→ WHAT THE EXERCISE ASKS: The reply must consist of the lines from the first line of the records through the line containing "margin:0; font-family:Signika,sans-serif; background:#f6f6f7;", copied exactly, with every picture omitted.

(Items listed in a dataset)
____________

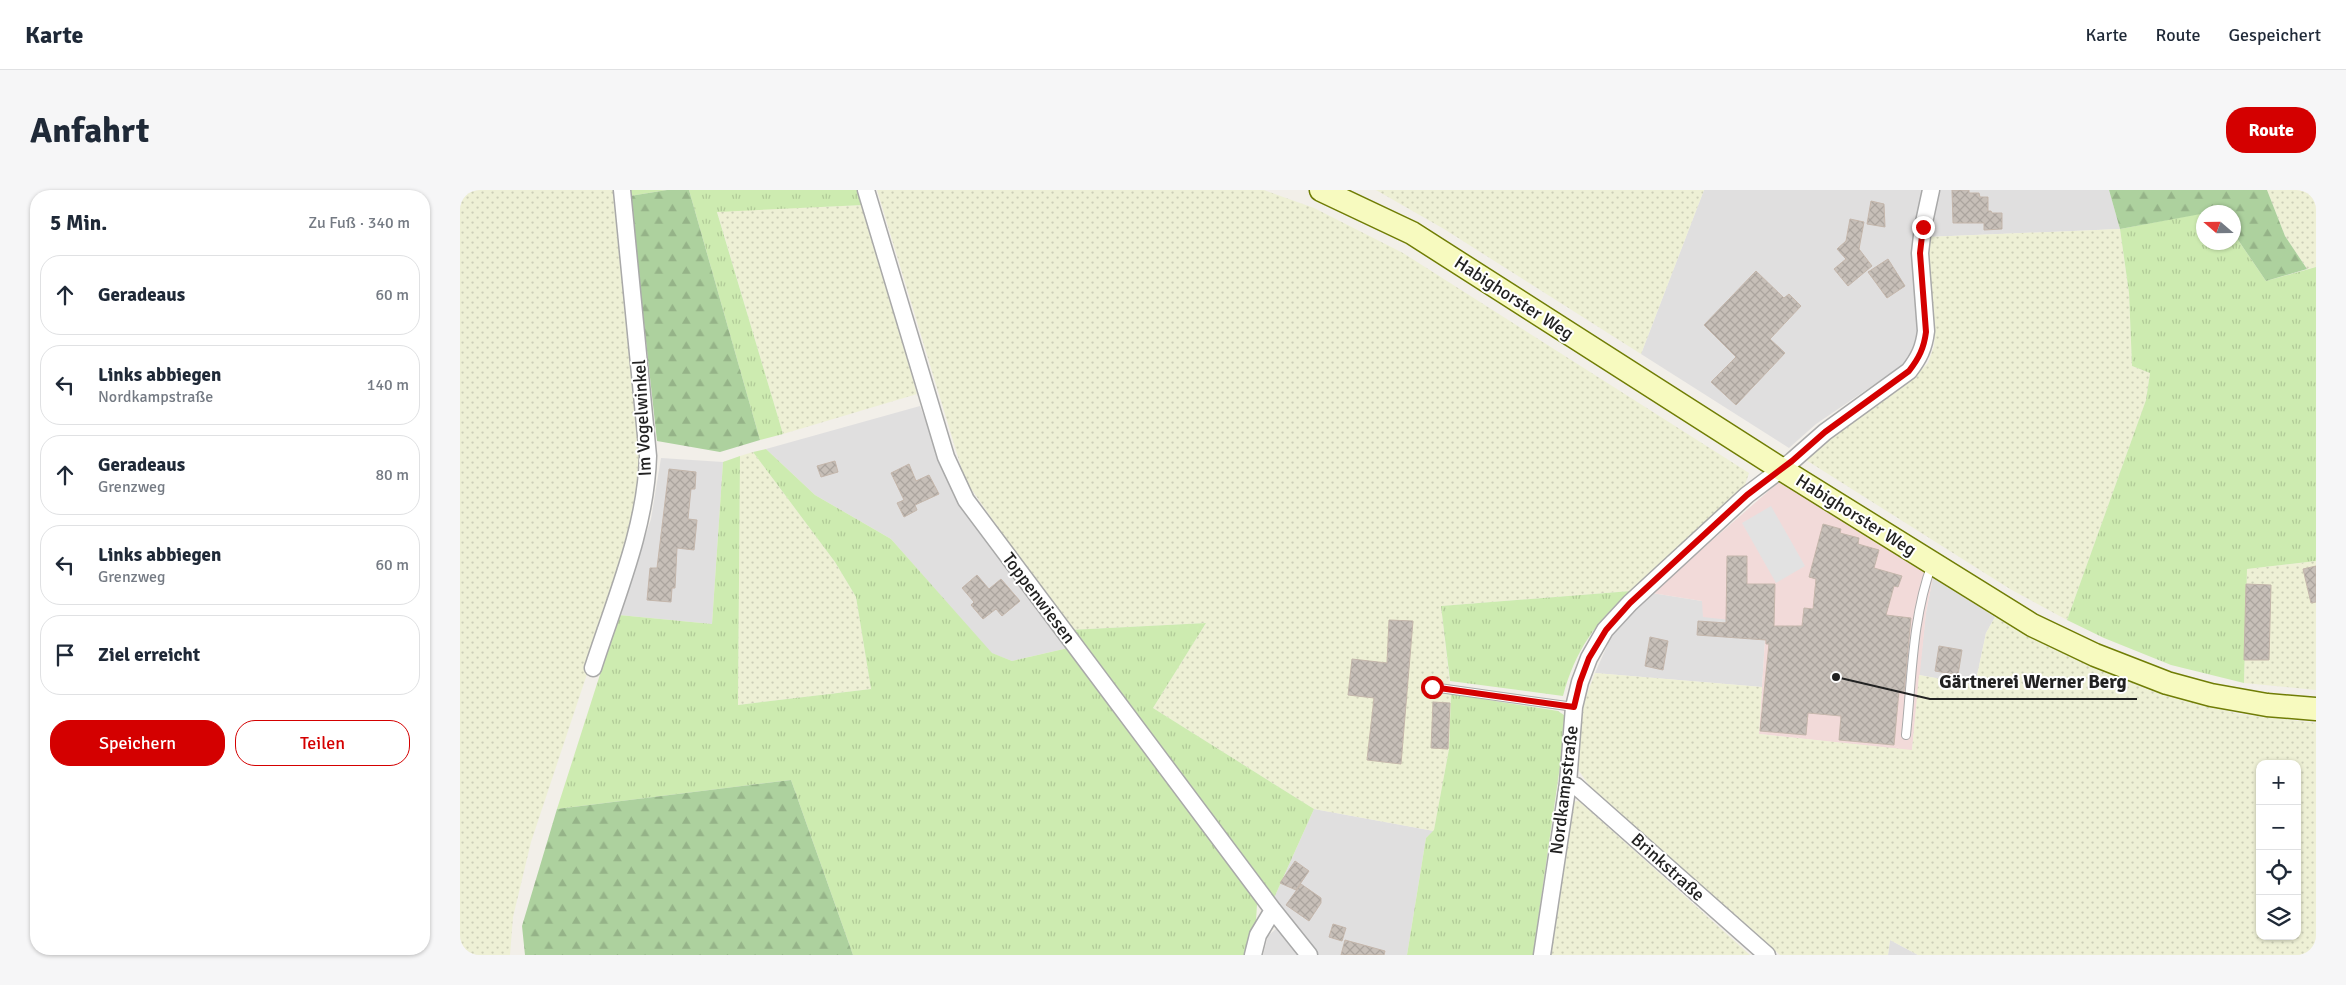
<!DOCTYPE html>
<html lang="de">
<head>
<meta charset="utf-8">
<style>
	body { margin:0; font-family:Signika,sans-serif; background:#f6f6f7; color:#1f2937 }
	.controls { position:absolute; right:15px; bottom:15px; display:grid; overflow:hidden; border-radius:10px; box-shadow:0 1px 4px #0004 }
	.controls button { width:45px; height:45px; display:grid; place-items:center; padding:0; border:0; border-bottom:1px solid #e0e1e3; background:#fff; color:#1f2937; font:25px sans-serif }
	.compass { position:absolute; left:1736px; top:15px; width:45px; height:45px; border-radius:50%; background:#fff; box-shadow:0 1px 4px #0004; rotate:290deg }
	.stop { position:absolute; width:15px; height:15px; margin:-11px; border:4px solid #d40000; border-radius:50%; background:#fff }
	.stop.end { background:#d40000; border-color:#fff; box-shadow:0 1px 5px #0008 }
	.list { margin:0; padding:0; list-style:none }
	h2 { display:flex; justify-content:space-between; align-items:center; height:65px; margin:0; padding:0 20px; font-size:21px }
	h2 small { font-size:16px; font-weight:400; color:#747a83 }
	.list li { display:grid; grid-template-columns:32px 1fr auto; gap:15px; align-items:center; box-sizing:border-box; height:80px; margin:0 10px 10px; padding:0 10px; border:1px solid #e0e1e3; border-radius:20px }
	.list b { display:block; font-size:19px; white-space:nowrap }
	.list p { margin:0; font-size:16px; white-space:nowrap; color:#747a83 }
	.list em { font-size:16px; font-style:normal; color:#747a83 }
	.actions { display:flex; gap:10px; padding:15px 20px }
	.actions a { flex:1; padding:11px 0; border:1px solid #d40000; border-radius:20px; text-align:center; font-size:18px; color:#d40000 }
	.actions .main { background:#d40000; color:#fff }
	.icon { flex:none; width:28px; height:28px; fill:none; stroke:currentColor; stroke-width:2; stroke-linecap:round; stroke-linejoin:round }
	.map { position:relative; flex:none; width:1856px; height:765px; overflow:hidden; border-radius:20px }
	header { display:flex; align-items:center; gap:30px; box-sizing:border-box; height:70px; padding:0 25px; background:#fff; border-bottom:1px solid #e0e1e3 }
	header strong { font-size:24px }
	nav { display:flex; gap:28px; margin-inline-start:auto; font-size:18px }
	.intro { display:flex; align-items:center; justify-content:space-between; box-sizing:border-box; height:120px; padding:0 30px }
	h1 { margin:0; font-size:35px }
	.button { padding:12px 22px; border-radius:20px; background:#d40000; color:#fff; font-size:18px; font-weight:700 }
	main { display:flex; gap:30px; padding:0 30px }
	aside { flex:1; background:#fff; border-radius:20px; box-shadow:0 1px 4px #0004 }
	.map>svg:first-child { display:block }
</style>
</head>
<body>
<header>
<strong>Karte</strong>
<nav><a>Karte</a><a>Route</a><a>Gespeichert</a></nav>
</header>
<div class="intro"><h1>Anfahrt</h1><a class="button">Route</a></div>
<main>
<aside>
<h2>5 Min.<small>Zu Fuß · 340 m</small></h2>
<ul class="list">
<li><svg class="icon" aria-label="ahead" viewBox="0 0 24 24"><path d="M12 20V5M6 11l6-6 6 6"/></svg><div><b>Geradeaus</b></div><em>60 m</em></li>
<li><svg class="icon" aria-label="left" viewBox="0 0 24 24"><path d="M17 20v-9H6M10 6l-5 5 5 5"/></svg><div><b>Links abbiegen</b><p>Nordkampstraße</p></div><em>140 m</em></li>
<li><svg class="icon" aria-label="ahead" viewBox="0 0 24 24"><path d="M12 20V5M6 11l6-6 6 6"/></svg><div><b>Geradeaus</b><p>Grenzweg</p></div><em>80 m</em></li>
<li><svg class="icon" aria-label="left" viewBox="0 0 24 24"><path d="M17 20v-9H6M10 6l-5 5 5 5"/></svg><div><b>Links abbiegen</b><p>Grenzweg</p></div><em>60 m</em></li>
<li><svg class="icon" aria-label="arrive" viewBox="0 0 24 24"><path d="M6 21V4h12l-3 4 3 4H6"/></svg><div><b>Ziel erreicht</b></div></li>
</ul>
<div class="actions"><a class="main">Speichern</a><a>Teilen</a></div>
</aside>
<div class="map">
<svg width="1856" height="765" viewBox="0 0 1856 765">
	<defs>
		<pattern id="farmland-dots" width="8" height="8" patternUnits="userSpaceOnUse" patternTransform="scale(1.25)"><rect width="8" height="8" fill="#eef0d5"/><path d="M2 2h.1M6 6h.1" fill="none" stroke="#ccceb7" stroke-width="1.8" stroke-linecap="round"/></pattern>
		<pattern id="grass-tufts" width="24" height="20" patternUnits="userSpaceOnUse" patternTransform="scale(1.25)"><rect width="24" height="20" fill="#cdebb0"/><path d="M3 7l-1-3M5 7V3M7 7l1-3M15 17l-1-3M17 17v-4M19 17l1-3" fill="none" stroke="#b0c997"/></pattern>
		<pattern id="forest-firs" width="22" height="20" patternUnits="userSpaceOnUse" patternTransform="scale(1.25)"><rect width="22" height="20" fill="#add19e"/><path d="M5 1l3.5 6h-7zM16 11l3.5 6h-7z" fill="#95b388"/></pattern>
		<pattern id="building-cross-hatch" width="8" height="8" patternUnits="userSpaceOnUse" patternTransform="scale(1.25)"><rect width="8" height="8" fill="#c7bfb8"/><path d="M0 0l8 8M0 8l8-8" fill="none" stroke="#aba49e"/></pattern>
	</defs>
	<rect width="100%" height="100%" fill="#f2efe9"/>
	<path fill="#e0dfdf" d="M1244 0H1463L1453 47 1457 141V152L1453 163 1443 175 1356 234 1329 258 1181 164Z
		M1479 0H1649L1660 39 1467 47Z
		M460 216 494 306 608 458 552 471 531 463 431 349 355 305 306 259Z
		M201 268 263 272 252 434 159 425 191 329Z
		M1473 387 1535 427 1526 443 1515 495 1459 485 1466 423Z
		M1192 403 1242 411 1306 434 1302 497 1135 483 1151 447Z
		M854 619 974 641 966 648 947 765H803L808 746 830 726 814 708Z
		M1430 750 1458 765H1428Z"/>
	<path fill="#f2dad9" d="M1320 291 1473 387 1466 423 1452 561 1299 544 1306 434 1243 427 1242 411 1192 403Z"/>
	<path fill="url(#farmland-dots)" fill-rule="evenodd" d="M0 0H153L181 264 178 303 171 339 131 472 71 652 53 727 50 765H0Z
		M417 0H804L854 18 943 63 1289 283 1285 295 1171 401 981 416 991 504 989 559 974 641 854 619 693 518 746 433 609 440 505 290Z
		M916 0H1244L1181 164 984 39Z
		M1807 0H1856V77L1847 79 1825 46Z
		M404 15 457 204 323 244 257 21Z
		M1660 39 1669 103 1672 176 1690 183 1686 210 1607 430 1550 399 1346 270 1368 249 1443 197 1468 173 1474 156 1475 141 1467 47Z
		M293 262 375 372 396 407 411 499 278 515 280 266Z
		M1856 371V500L1784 493 1787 379Z
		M1535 427 1593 459 1673 493 1778 524 1856 533V765H1458L1430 750 1428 765H1320L1131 598 1119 581 1118 559 1124 512 1135 483 1302 497 1299 544 1452 560 1459 485 1515 495 1526 443ZM1800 574H1837V746H1800Z
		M1119 611 1290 765H1089L1110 612Z"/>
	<path fill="url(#grass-tufts)" d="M170 0H207L170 6Z
		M229 0H399L404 15 257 22 323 244 300 250Z
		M1743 23 1744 52H1774V44L1806 91 1856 77V371L1787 379 1784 493 1711 475 1644 448 1607 430 1686 210 1690 183 1672 176 1669 103 1660 39Z
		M306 259 355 305 431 349 532 463 552 471 608 458 782 690 797 714 796 731 788 765H393L331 590 97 619 159 425 252 434 263 272 280 266 278 515 411 499 396 407 375 372 293 262Z
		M1171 401C1136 431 1115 461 1103 506L990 491 981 416Z
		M746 433 693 518 854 619 814 708 609 440Z
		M991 504 1098 521 1107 527 1073 765H947L966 648 974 640 989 559Z"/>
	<path fill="url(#forest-firs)" d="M207 0H229L300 250 260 262 197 251 170 6Z
		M1649 0H1807L1825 46 1847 79 1806 91 1774 44V22H1758L1757 21 1660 39Z
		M331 590 393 765H65L62 736 97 619Z"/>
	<path fill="#e2e2e2" d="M1311 316 1345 376 1316 393 1282 333Z"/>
	<path fill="url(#building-cross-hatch)" stroke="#c4b6ab" d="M1492 0H1509V3H1519L1520 7H1528V21H1531L1532 23H1542V39L1524 40V33H1493Z
		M1411 11 1424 14 1425 37 1407 34Z
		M1390 29 1404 32 1399 59 1412 76 1388 96 1374 79 1386 69 1377 59 1386 51Z
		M1428 69 1445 96 1427 108 1408 82Z
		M1296 81 1324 108 1329 104 1341 116 1310 149 1325 163 1276 215 1251 192 1276 167 1244 135Z
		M375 271 378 282 361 287 357 276Z
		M449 274 456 291 469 285 479 304 455 315 457 320 444 327 437 313 444 310 431 283Z
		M209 279 236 282 235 299H231L228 329 237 330 234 360 217 358 215 398H212L211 412 187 410 190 378H197Z
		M1363 334 1381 339 1380 343 1399 348 1398 354 1419 360 1414 378 1442 386 1438 397 1434 396 1426 425 1451 428 1444 502 1439 501 1434 555 1379 550 1381 526 1348 523 1346 545 1300 541 1309 454H1306V450L1237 445 1238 431 1266 433 1267 366H1287V394H1315L1314 436H1342L1344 418 1353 419 1356 389 1349 387Z
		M1856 376V412L1851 413 1843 379Z
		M517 385 529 399 541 389 560 411 542 426 536 419 523 429 511 415 514 412 502 398Z
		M1786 394 1811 395 1809 470H1784Z
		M929 430 953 431 941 574 907 570 914 508 888 505 892 469 927 473Z
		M1190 447 1208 451 1203 480 1185 476Z
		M1479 456 1502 460 1498 485 1475 481Z
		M973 512 990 513 988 559 971 558Z
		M835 671 849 681 836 700 820 693Z
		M841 694 861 708V713L849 731 826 715Z
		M873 734 886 738 882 751 869 747Z
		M885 750 925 761 924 765H881Z"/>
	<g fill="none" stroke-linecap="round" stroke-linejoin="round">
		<defs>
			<path id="lane" d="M972 497 1114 517
				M1446 545C1452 488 1452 428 1472 374"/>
			<path id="street" d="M406 0 486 267 506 310 813 720 849 765
				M133 478C155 409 186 339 188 266L162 0
				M1108 593 1116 596 1307 765
				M793 765 798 745 813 720
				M1082 765 1108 593 1114 517 1120 492 1129 468 1145 440 1170 413 1287 305 1332 271 1365 242 1449 181C1459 168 1464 158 1466 141L1460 63 1463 37 1471 0"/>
			<path id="secondary" d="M861 0 952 43 1321 279 1572 435 1635 465 1707 493 1751 505 1807 515 1856 519"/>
		</defs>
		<use href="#lane" stroke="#a9a9a9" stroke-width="10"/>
		<use href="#street" stroke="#a9a9a9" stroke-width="19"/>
		<use href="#secondary" stroke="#707d05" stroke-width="25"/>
		<use href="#lane" stroke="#fff" stroke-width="8"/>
		<use href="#street" stroke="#fff" stroke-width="16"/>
		<use href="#secondary" stroke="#f7fabf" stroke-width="22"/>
	</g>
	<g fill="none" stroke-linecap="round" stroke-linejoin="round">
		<path stroke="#d40000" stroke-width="6" d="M972 497 1114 517 1120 492 1129 468 1146 440 1170 413 1287 305 1332 271 1365 242 1449 181C1459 168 1464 158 1466 142L1460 63 1463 37"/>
	</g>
	<g text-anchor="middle" stroke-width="4" stroke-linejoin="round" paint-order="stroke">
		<g font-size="18" fill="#222" stroke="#fff">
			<text transform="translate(1054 108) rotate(33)" y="6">Habighorster Weg</text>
			<text transform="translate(182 228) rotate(-93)" y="6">Im Vogelwinkel</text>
			<text transform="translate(1396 325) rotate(32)" y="6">Habighorster Weg</text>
			<text transform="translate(579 408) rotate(53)" y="6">Toppenwiesen</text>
			<text transform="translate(1104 600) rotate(-83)" y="6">Nordkampstraße</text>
			<text transform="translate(1208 677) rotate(42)" y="6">Brinkstraße</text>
		</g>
	</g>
	<path fill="none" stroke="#222" stroke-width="2" d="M1376 487L1470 509H1677"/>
	<circle fill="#222" stroke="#fff" stroke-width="2" cx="1376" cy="487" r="5"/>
	<g font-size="19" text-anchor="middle" font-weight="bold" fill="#222" stroke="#fff" stroke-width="4" stroke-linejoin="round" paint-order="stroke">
		<text x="1573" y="498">Gärtnerei Werner Berg</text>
	</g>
</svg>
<div class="controls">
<button>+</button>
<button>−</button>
<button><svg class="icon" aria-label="locate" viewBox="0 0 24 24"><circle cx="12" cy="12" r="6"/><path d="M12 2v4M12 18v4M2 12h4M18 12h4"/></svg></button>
<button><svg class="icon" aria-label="layers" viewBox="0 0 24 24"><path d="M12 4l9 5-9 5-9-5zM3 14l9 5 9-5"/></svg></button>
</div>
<svg class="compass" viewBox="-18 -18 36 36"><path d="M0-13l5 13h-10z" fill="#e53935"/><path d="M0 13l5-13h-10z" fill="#747a83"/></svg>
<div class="stop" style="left:972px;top:497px"></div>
<div class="stop end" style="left:1463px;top:37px"></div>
</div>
</main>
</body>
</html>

____________

→ RESULT BELOW:
<!DOCTYPE html>
<html lang="de">
<head>
<meta charset="utf-8">
<style>
	body { margin:0; font-family:Signika,sans-serif; background:#f6f6f7; color:#1f2937 }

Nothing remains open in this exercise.